CEO Reflection Ahead of 2025

2024 marked the twentieth anniversary of the Open Knowledge Foundation (OKFN). The organisation, along with other actors in the movement, found itself actively questioning its role in the years to come. When our organisation was founded, fewer than ten million people were connected to the Internet. Yet a far greater number had digital artefacts in their hands, enabling the creation of programmes and systems and the dissemination of knowledge on a massive scale. Millions already had access to photocopiers, personal computers, CD recorders, floppy disks and control boards. So when connectivity arrived, there were already skilled individuals and communities with an emancipated relationship to digital technologies, and collective, collaborative, transnational projects were flourishing in many places, including ours.

Our initial approach was highly experimental, pioneering many areas in which neither the state nor businesses were yet deeply invested, such as open data systems or a flexible legal architecture for sharing across and beyond standard practices. We have succeeded in shifting values and institutional practices, with hundreds of governments and institutions adopting our legal, technical and social tools and approaches that enable distributed power, greater accountability and civic engagement, and appreciation of a shared culture. 
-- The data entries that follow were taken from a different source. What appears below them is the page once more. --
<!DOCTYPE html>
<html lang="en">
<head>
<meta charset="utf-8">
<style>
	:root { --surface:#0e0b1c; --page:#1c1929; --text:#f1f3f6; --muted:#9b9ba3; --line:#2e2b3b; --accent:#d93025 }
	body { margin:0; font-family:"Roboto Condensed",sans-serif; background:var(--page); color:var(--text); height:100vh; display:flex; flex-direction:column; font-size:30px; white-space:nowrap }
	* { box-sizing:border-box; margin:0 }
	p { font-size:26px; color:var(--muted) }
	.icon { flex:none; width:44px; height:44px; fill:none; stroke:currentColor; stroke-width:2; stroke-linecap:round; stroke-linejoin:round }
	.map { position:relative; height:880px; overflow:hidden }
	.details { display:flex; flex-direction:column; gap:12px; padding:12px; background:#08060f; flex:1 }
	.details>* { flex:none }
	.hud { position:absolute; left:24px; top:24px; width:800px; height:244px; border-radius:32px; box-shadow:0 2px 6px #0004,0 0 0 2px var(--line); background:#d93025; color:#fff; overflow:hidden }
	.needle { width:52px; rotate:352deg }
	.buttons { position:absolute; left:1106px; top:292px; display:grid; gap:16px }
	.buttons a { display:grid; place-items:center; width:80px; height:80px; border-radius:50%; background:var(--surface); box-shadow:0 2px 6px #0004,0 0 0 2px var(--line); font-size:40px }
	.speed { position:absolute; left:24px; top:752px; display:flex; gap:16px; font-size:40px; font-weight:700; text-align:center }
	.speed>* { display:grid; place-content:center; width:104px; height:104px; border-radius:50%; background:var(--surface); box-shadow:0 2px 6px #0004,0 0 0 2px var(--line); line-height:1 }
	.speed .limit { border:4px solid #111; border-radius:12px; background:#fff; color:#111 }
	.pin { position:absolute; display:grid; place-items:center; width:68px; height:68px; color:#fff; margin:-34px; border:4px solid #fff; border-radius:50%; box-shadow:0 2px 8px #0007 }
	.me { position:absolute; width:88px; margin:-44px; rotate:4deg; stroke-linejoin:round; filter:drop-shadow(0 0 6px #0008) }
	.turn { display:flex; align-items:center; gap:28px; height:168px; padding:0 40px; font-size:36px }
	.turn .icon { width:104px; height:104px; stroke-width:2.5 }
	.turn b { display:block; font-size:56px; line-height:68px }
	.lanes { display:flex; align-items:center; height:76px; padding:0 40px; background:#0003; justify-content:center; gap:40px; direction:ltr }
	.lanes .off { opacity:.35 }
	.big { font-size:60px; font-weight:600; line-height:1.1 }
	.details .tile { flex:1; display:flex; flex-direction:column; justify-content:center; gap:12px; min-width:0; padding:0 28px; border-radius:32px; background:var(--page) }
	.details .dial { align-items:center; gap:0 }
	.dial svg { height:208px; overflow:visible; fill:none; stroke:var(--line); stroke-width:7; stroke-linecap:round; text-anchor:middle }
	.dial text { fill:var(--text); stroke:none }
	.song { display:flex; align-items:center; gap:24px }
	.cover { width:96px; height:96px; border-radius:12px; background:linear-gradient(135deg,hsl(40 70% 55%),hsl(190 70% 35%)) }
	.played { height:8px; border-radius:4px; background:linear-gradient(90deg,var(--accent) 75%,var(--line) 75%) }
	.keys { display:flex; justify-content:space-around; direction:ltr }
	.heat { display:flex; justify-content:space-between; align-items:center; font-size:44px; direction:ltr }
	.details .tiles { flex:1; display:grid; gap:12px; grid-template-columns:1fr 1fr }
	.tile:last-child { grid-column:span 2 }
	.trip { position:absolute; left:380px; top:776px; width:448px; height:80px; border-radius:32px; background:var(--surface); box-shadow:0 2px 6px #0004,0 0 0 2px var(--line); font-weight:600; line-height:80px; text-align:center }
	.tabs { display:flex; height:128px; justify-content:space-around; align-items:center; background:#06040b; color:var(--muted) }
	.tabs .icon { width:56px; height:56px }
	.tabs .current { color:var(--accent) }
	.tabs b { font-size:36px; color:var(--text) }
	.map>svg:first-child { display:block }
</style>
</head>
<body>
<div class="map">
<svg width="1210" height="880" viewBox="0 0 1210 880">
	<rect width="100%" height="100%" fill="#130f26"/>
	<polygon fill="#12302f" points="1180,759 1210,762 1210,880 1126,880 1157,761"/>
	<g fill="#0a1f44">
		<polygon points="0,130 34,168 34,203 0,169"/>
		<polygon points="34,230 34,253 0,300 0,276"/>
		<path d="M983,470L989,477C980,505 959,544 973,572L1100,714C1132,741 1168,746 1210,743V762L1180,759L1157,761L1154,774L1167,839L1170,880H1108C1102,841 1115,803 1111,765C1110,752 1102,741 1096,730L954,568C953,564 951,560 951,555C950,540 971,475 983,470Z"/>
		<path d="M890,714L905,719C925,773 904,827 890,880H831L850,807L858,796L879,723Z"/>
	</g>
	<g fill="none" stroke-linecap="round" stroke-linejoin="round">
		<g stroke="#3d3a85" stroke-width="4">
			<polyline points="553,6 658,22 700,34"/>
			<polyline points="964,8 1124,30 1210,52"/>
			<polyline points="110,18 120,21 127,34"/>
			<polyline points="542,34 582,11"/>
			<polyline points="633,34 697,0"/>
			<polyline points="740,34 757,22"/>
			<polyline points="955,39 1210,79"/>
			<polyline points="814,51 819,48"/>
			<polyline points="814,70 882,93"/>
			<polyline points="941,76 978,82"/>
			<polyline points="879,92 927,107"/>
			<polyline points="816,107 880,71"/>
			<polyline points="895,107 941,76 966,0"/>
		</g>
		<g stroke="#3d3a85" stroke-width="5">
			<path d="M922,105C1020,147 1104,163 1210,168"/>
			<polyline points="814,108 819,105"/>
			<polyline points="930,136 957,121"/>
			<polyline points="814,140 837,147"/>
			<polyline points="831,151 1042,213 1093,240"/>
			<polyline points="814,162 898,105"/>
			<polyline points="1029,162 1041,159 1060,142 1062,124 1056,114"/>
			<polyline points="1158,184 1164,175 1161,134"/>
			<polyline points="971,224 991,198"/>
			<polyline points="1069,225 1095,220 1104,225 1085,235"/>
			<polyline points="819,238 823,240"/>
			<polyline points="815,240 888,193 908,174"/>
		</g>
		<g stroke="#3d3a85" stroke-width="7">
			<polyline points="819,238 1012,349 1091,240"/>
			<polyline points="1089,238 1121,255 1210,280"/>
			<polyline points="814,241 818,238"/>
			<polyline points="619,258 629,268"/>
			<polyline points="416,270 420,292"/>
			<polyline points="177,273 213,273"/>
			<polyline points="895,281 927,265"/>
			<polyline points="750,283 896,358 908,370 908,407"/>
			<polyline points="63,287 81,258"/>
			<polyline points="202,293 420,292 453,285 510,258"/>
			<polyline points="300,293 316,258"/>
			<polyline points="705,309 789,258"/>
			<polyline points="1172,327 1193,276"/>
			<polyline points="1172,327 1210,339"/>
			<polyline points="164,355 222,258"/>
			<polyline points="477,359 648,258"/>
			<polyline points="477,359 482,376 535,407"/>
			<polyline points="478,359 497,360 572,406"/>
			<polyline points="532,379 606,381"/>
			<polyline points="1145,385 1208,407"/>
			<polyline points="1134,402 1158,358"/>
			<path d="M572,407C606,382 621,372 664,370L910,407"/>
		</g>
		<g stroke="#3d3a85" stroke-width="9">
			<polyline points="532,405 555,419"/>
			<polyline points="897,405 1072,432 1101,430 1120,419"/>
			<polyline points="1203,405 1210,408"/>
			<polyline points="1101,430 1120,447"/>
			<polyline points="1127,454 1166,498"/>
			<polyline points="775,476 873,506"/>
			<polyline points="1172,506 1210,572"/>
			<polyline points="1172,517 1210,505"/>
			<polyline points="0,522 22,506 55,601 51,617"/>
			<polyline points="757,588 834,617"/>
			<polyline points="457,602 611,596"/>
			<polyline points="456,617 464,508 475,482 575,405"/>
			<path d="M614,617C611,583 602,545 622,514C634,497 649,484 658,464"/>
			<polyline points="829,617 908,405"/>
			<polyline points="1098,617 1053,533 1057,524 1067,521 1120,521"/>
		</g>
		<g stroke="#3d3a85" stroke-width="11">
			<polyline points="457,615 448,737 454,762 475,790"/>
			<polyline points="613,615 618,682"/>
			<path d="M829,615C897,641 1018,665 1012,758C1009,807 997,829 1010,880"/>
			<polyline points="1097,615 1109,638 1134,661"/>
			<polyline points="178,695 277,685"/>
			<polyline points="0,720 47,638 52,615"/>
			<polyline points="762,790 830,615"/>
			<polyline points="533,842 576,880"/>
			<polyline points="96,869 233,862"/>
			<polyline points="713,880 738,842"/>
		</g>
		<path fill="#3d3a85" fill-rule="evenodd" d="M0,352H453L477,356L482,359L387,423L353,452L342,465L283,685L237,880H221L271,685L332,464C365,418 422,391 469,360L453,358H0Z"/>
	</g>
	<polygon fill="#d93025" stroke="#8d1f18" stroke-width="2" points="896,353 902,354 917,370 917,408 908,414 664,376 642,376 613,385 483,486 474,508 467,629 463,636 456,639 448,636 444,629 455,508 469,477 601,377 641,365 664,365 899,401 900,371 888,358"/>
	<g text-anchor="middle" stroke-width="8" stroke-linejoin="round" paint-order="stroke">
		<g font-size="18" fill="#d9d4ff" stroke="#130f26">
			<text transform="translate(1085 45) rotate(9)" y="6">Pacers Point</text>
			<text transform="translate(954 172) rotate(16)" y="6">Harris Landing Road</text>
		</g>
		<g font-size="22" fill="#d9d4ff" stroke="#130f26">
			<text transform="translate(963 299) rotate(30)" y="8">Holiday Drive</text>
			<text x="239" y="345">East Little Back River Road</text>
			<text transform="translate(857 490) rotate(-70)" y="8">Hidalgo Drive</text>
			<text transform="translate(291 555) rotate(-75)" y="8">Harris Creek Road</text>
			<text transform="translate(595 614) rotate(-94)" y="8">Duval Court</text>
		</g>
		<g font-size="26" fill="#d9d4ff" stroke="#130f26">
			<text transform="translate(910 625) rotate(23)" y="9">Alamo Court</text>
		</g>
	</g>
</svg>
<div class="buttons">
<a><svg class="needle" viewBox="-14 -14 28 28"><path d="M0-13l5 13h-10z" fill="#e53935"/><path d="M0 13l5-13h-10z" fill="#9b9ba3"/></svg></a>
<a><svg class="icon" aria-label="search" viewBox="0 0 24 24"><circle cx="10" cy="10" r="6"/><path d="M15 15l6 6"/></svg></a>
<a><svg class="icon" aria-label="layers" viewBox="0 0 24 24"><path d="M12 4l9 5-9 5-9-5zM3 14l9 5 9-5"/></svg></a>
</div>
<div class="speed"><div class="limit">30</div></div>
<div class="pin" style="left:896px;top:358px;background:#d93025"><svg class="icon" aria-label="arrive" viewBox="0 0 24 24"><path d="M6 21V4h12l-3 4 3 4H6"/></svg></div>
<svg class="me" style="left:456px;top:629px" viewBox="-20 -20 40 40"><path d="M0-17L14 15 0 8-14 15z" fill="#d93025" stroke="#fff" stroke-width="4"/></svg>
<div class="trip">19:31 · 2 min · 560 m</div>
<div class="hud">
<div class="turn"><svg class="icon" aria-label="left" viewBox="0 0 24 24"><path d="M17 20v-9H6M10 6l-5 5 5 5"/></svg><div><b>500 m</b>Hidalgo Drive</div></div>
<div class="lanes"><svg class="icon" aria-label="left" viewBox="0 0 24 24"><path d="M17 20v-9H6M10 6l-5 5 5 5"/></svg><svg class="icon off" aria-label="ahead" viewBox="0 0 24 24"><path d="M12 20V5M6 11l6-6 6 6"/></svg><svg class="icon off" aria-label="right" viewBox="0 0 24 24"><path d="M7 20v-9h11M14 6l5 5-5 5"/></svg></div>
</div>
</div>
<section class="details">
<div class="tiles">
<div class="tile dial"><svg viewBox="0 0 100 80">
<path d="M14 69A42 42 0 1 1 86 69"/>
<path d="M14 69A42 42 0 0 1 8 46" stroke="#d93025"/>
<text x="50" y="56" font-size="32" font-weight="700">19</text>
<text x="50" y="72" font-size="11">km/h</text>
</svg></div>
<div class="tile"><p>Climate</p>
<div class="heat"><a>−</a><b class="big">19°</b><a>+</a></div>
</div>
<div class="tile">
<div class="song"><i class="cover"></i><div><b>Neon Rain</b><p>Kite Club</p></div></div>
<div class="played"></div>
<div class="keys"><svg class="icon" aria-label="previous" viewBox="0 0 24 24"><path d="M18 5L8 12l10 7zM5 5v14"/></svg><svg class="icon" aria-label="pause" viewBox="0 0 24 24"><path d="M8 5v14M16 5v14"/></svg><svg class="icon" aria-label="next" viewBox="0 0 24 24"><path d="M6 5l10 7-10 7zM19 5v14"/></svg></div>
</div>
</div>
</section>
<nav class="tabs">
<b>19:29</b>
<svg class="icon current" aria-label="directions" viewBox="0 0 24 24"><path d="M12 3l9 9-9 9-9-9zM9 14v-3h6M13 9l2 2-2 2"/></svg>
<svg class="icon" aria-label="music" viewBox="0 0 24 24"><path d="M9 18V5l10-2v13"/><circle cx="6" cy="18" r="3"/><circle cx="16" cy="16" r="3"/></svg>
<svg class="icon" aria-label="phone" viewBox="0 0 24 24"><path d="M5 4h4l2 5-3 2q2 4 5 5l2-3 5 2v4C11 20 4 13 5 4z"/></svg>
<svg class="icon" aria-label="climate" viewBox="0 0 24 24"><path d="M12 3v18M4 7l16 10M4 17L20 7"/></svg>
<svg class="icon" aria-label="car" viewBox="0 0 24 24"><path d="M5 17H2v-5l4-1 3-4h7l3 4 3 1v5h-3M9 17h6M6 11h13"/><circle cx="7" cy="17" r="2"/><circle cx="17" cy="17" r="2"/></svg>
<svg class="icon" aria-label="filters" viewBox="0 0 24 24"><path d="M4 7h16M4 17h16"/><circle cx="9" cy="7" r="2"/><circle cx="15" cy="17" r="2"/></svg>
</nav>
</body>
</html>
But two decades later, the landscape is very different. We have four times more internet-connected devices collecting data points than people on the planet. Connected devices are controlled by very few, powerful and opaque corporations. Inequalities, despite increased connectivity, have risen sharply, wars and climate catastrophes are daily news as an anti-rights and pro-war agenda of the powerful moves rapidly.  

We have also changed as a society, our social dynamics with technology are far different from the civic, creative and purposeful first moment two decades ago. So what is the role of organisations like ours today? How can we focus our efforts to increase impact and profound change, rather than just taking aspirin to today’s problems? 

This year, we started answering these questions through The Tech We Want, a new initiative to articulate a positive vision for how and why we build technology, as well as its governance mechanisms, in a participatory way, as we did this year with the Open Data Editor. The tech we want is open, long-lasting, resilient and affordable, good enough to solve people’s problems, sustainable and democratically governed. 

The tech we want is a means, a vehicle to open up knowledge, our purpose, to help people understand our world, unlock the latest scientific breakthroughs and tackle global and local challenges, expose inefficiencies, challenge inequality and hold governments and corporations to account. It is a vehicle for sharing power and inspiring innovation and a shared culture. 

That’s where we will focus most of our efforts in 2025, working with our communities and allies, present and active on every continent. 

We will continue to fight for a knowledge society rather than a surveillance society, one that benefits the many rather than the few and is built on the principles of collaboration rather than control, empowerment rather than exploitation, and sharing rather than monopoly. As we do so, we hope that through the Tech We Want we can count on you, our communities, to continue to break down the barriers to change.